This week, the Democratic leadership in the U.S. House of Representatives released their draft continuing resolution to avoid a government shutdown. Included was a one-year extension of the Fixing America’s Surface Transportation Act, or FAST Act, the current surface transportation law enacted in 2015 that is set to expire on Sept. 30. The uncertainties surrounding the COVID-19 pandemic and recession may subside next year—or maybe not—but Congress should take full advantage of its brief reprieve to start developing answers to a growing list of long-term surface transportation infrastructure policy questions.
Introduced on Sept. 21, House Democratic leadership initially planned a quick vote on their continuing resolution but that vote was postponed as congressional Republicans balked at the omission of billions of dollars in requested subsidies they wanted to go to farmers who have been hurt by the White House’s multi-front trade war. But by early evening, a deal was reached after both sides secured additional spending favors they wanted and the bill easily passed the House in a 359-57 vote. Fortunately, the “clean” surface transportation extension component of the House’s continuing resolution largely flew below the radar.
If passed, as expected by the Senate, the one-year extension of the FAST Act will largely continue policy and spending levels from FY2020. But even though additional year-over-year spending growth is essentially zero, the extension includes a $13.6 billion Highway Trust Fund bailout. Although the pandemic and resulting reduction in travel briefly caused fuel tax receipts to dip, Congress has deliberately set spending levels well above projected Highway Trust Fund revenue since 2008. Including the latest extension, Highway Trust Fund general fund bailouts over the last 12 years now total $153.5 billion. Long before the coronavirus pandemic hit, the traditional pay-as-you-go nature of the Highway Trust Fund had been replaced by a bailout-to-bailout new normal.
This increasingly strained relationship between revenue and spending comes at a time when core assumptions underlying federal surface transportation programs must be revisited. The vehicle fleet is increasingly fuel-efficient and transitioning away from fossil fuels, leading to declining tax revenue per vehicle-mile traveled. At the same time, the infrastructure these programs were specifically designed to build in the mid-20th century is nearing the end of its functional life and must be replaced from the ground up. A recent Transportation Research Board study estimated that replacing the Interstate Highway System alone would cost at least $1 trillion over the next 20 years.
Much like the increasingly obsolete surface transportation infrastructure, the federal programs that have supported it over the last half-century need to be rethought and replaced. This will require a heavy lift from Congress, but the good news is Congress can help deliver 21st-century infrastructure while simultaneously ending the bailout culture that has defined federal surface transportation programs in recent years.

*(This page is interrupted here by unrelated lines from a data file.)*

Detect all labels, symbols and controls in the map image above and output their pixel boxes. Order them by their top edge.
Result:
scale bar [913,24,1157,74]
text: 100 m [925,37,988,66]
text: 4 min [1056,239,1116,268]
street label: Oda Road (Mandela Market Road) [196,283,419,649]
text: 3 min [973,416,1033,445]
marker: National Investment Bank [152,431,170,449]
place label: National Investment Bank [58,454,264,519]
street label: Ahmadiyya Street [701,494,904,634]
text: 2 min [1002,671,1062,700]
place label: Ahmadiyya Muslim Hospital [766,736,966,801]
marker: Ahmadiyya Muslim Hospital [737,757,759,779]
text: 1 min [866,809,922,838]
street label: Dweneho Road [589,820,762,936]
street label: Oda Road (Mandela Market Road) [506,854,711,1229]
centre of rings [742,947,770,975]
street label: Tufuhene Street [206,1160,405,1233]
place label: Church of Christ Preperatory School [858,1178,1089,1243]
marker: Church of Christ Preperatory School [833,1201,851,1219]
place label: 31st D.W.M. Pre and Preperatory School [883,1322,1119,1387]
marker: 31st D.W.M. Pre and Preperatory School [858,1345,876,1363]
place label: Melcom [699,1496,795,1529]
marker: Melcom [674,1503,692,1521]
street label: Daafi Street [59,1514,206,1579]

To facilitate this needed modernization, Congress should eliminate existing barriers to state self-help. State and local governments own and manage virtually all surface transportation infrastructure in this country but face limited financing options due to inflexible federal rules. The existing general prohibition on states tolling their own Interstate highway segments, for example, should be repealed. As the viability of per-gallon taxation continues to decline in the coming years, the easiest way to begin transitioning to per-mile charging is by allowing states to toll their heavily trafficked limited-access highways, rather than continuing to fund them via fuel taxes.
Congress should also eliminate the maxed-out $15 billion lifetime volume cap on surface transportation private activity bonds to encourage innovative infrastructure financing practices through long-term, toll-backed concession agreements between states and private firms. These taxpayer- and customer-friendly arrangements have grown quite popular in many of the United States’ peer countries, but are vastly underused in the U.S. largely due to outdated federal law.
To be sure, neither of these low-cost policy changes would necessarily disrupt the status quo. States would ultimately have the final call. But if states were freed from the unnecessary federal restrictions, some would take advantage of these new choices. From there, we would expect to see a lot more experimentation and honing of best practices—and hopefully convince the skeptical or obstinate states that there are superior alternatives to cash funding major highway projects with gas tax revenue.
On that note, Reason Foundation’s Director of Transportation Policy Robert Poole recently authored two studies—Why Florida Should Shift from Gas Taxes to Per-Mile User Fees—and How to Do It and Can Interstate Tolling Be Politically Feasible? A Customer-Friendly Approach—that make strong cases for these needed reforms.
Congress should spend the time it buys with the short-term FAST Act extension to seriously examine these innovative practices and commit to eliminating the federal barriers that stand between states and 21st-century surface transportation infrastructure.